NEW DELHI: Telecoms regulator on Monday recommended unlimited competition in
international long distance telephony, clearing the last hurdle for the high
profile privatization of state-run telecom giant VSNL.
The privatization of overseas telecom monopoly Videsh Sanchar Nigam Ltd., due
to be wrapped up by December, has been repeatedly delayed because of the lack of
rules supervising the private sector's entry into international long distance (ILD)
telephony.
The Telecom Regulatory Authority of India (TRAI) said in a statement it
recommended a one time non-refundable entry fee of Rs 250 million for a 20-year
international long distance (ILD) telephony license, and an unconditional bank
guarantee of a similar amount that would be released after roll-out plans were
met.
"In addition to the one time entry fee, ILD service providers shall be
required to pay an annual license fee including universal service obligation
levy...(at) 15 per cent of the adjusted gross revenue," the TRAI statement
said.
The license would be automatically renewed for a period of five years, TRAI
said, adding prospective licensees needed to have a net worth of Rs 250 million.

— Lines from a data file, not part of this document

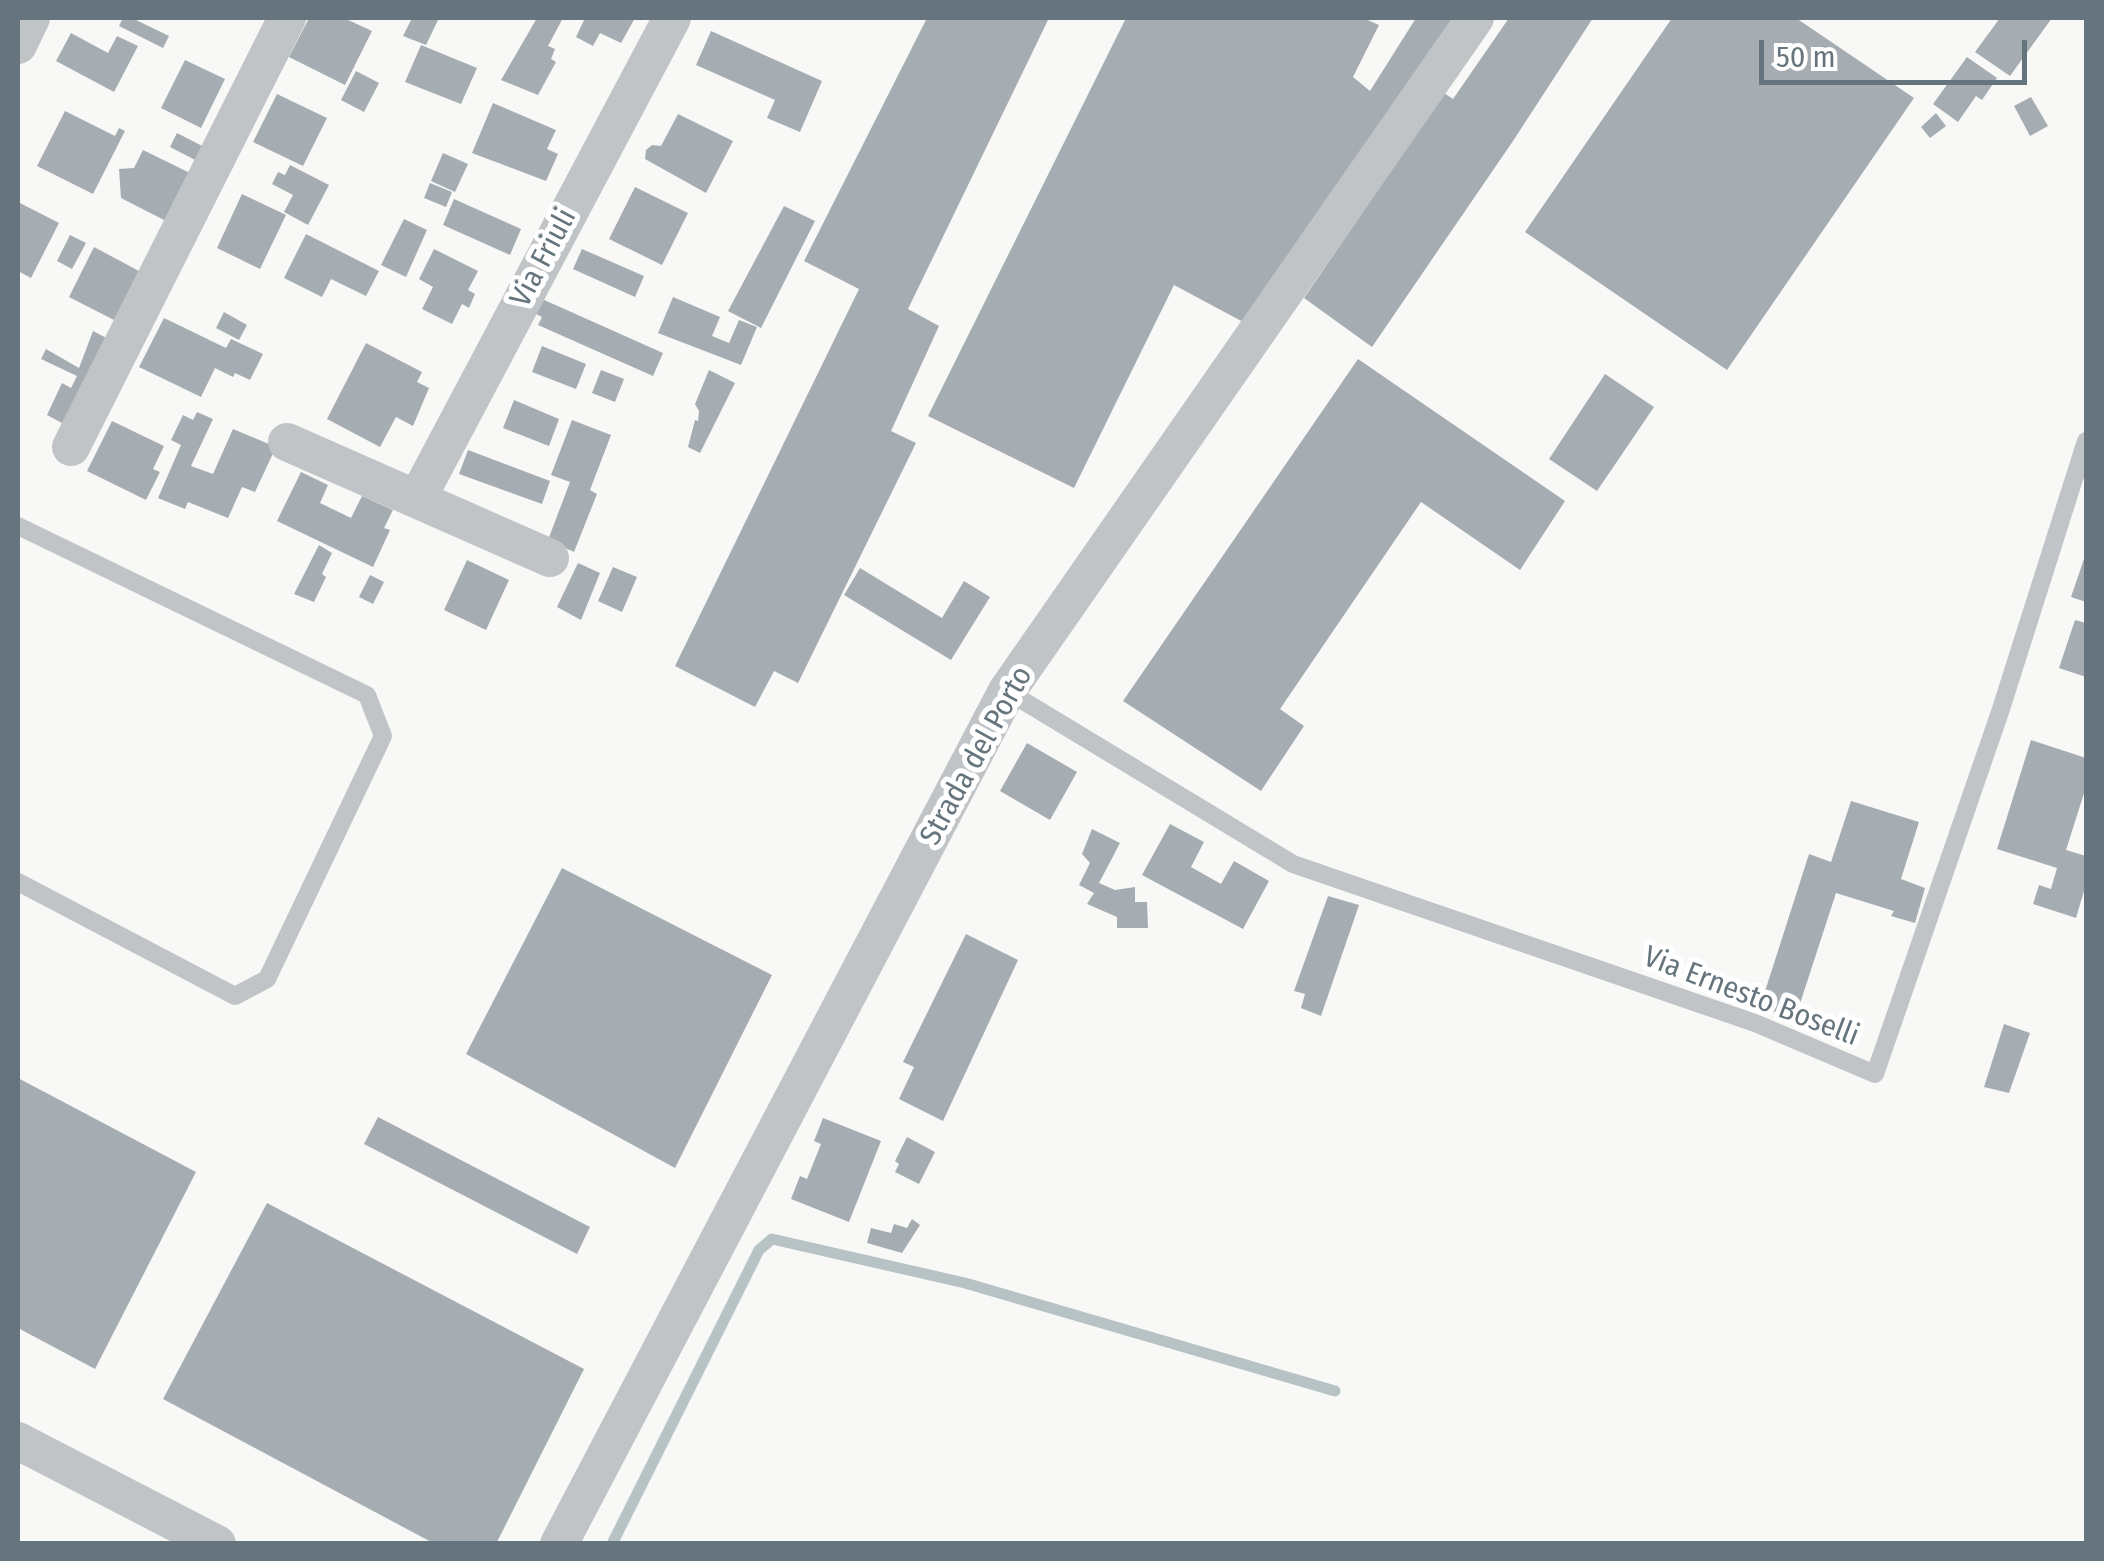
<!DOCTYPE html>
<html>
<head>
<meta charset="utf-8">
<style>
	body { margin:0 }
	#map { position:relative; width:2104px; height:1561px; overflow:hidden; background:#f8f8f6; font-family:"Fira Sans Condensed",sans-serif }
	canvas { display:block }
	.frame { position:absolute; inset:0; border:20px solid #66757d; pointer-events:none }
	.scale { position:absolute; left:1759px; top:40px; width:268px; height:45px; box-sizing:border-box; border:5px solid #66757d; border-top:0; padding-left:12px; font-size:30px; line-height:35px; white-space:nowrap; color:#66757d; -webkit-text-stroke:8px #fff; paint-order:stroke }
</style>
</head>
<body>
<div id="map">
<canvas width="2104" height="1561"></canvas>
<div class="frame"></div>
<div class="scale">50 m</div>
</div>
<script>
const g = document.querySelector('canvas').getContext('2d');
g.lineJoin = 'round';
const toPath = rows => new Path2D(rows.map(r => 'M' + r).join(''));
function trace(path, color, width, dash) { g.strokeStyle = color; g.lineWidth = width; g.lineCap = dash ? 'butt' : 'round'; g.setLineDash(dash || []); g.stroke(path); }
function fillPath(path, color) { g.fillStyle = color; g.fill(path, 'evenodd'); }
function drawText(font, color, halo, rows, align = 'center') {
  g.font = font + ' "Fira Sans Condensed",sans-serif'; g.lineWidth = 10; g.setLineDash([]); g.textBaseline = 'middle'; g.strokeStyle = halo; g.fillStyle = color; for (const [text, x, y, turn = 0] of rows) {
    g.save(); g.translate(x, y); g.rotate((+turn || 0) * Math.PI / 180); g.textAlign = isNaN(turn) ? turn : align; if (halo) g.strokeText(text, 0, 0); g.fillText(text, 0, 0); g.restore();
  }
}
trace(toPath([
	[612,1544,759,1250,772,1239,965,1283,1335,1391]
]), '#b7c2c5', 11);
fillPath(toPath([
	[123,18,132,18,169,36,163,48,119,26],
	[309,18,344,18,372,31,345,85,289,57],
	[412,18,439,18,426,45,403,36],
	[537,18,563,18,548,46,555,49,551,59,556,62,538,95,501,80],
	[585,18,635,18,621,43,600,33,593,46,576,37],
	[927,18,1049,18,908,309,939,326,891,431,916,443,798,683,774,671,755,707,675,666,859,289,804,261],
	[1126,18,1363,18,1379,25,1353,77,1370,91,1416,18,1459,18,1245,323,1174,285,1074,488,928,416],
	[1509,18,1593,18,1513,141,1372,347,1304,298,1444,93,1453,99],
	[1672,18,1796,18,1914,98,1727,370,1525,232],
	[2000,18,2052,18,2010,76,1975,52],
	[711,31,822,81,800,132,767,118,775,100,696,65],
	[71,33,108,53,117,36,138,46,114,92,56,61],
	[421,45,477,68,461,104,405,82],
	[1967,57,1997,78,1982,100,1976,96,1958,122,1933,104],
	[185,60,225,79,201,128,161,108],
	[356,71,379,83,364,112,341,100],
	[277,94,327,118,303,166,253,142],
	[2031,97,2048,126,2030,136,2014,106],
	[493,103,556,130,547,149,558,154,546,181,472,153],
	[65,111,115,136,119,128,125,131,93,194,37,166],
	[1936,113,1946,126,1930,138,1921,127],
	[678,114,733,141,706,193,645,159,646,150,652,145,661,146],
	[177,133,208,149,201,163,170,147],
	[143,150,190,173,166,221,121,198,119,169,134,168],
	[443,153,468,164,455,192,431,181],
	[290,165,329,185,308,225,284,212,293,195,272,184,278,172,285,175],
	[430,183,452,192,446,207,424,198],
	[635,187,688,213,662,265,609,239],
	[242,194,286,215,260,269,217,248],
	[454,199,521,229,510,255,443,225],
	[18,202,59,223,31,278,18,271],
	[784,206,815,221,761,328,728,311],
	[404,219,427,230,406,277,381,265],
	[306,234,379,271,366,296,331,279,322,297,284,278],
	[70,235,86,243,72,269,57,261],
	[94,247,139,271,114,320,69,297],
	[434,249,478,271,468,290,475,294,469,308,462,304,452,324,422,309,433,287,419,279],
	[582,249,644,276,635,297,573,269],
	[673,297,720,317,712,336,729,343,739,320,757,327,741,365,658,333],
	[542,299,663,353,653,376,538,325,542,317,536,314],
	[224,312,247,325,239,340,216,328],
	[164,318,226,348,231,339,263,354,250,380,235,373,233,377,215,368,201,397,139,367],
	[93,331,116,343,73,429,47,415,62,383,71,388,77,376,41,359,46,349,79,368],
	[366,343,422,372,417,382,429,388,413,426,396,417,380,447,327,419],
	[542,346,586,364,576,389,532,372],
	[1358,359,1565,501,1520,570,1421,502,1280,709,1304,726,1261,791,1123,701],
	[601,370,624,379,615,402,592,393],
	[709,370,735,383,700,453,688,447,695,420,698,421,699,411,695,404],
	[1605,374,1654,407,1597,491,1549,459],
	[514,400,559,419,549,446,503,428],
	[197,412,213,419,191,466,213,474,233,429,276,447,255,492,242,487,228,518,188,502,185,509,158,498,181,445,171,440,183,415,193,420],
	[572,420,611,435,590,490,597,494,574,552,548,540,570,482,551,475],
	[112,421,164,446,153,469,160,472,146,500,87,471],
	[468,450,550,481,542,504,459,474],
	[301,472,328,485,320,503,351,518,362,496,393,510,384,528,390,530,373,567,277,521],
	[319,545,332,553,322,574,326,577,314,602,294,594],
	[2086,553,2086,602,2071,597],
	[467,560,509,580,486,630,444,610],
	[578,563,600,573,581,620,557,607],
	[613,567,637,577,622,612,598,601],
	[860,568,942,618,964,581,990,597,951,660,844,595],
	[370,575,384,582,373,604,359,597],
	[2075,620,2086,623,2086,677,2059,668],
	[2031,740,2086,758,2086,787,2066,850,2086,856,2086,884,2076,918,2033,904,2039,885,2051,889,2057,868,1997,849],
	[1027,743,1077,772,1050,820,1000,791],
	[1851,801,1919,822,1901,879,1925,888,1915,923,1891,916,1894,911,1836,893,1795,1019,1760,1007,1809,854,1831,862],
	[1170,824,1204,842,1191,867,1221,884,1234,861,1269,881,1243,929,1142,875],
	[1092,829,1120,843,1099,883,1115,890,1135,887,1135,902,1147,902,1148,928,1117,928,1117,917,1087,904,1094,893,1079,885,1090,863,1082,854],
	[562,868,772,975,675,1168,466,1054],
	[1328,896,1359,905,1321,1016,1301,1008,1305,994,1294,991],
	[966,934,1018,960,943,1121,899,1099,914,1067,903,1062],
	[2004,1024,2030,1033,2009,1093,1984,1087],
	[18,1078,196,1172,95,1369,18,1328],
	[378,1117,590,1227,577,1254,364,1144],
	[823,1118,881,1141,849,1222,791,1199,800,1176,807,1179,821,1144,814,1141],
	[907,1137,935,1152,919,1184,895,1172,899,1164,895,1161],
	[267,1203,584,1369,496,1544,435,1544,163,1399],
	[912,1219,920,1225,902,1253,867,1243,871,1228,891,1233,894,1224,907,1228]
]), '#a6adb2');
trace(toPath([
	[18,526,367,695,383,736,267,979,235,996,18,882],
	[1007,691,1293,864,1755,1023,1875,1074,2000,712,2086,441]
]), '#c0c4c7', 18);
trace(toPath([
	[18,45,31,18],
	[287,442,550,558],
	[71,447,287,18],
	[417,499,672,18],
	[18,1441,217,1544],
	[559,1544,1007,691,1475,18]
]), '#c0c4c7', 38);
drawText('30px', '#66757d', '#fff', [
	["Via Friuli",544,258,-62],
	["Strada del Porto",977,756,-61],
	["Via Ernesto Boselli",1751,997,21]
]);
</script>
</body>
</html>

Analysts say the government, which plans to sell a 25 per cent controlling
stake in VSNL to a strategic partner and another 1.97 per cent to VSNL's
employees, may now get a lower price for its stake due to unlimited competition.
The guidelines would enable potential VSNL bidders to figure out how much it
would cost them to set up a green field ILD operation or set a price bid for
VSNL, analysts said. The government currently owns 52.97 per cent of the New
York Stock Exchange-listed VSNL, which is also the country's largest Internet
services provider.
VSNL's shares closed flat at Rs 254.85 on Monday on the Bombay Stock Exchange
whose main index ended with gains of 0.47 per cent.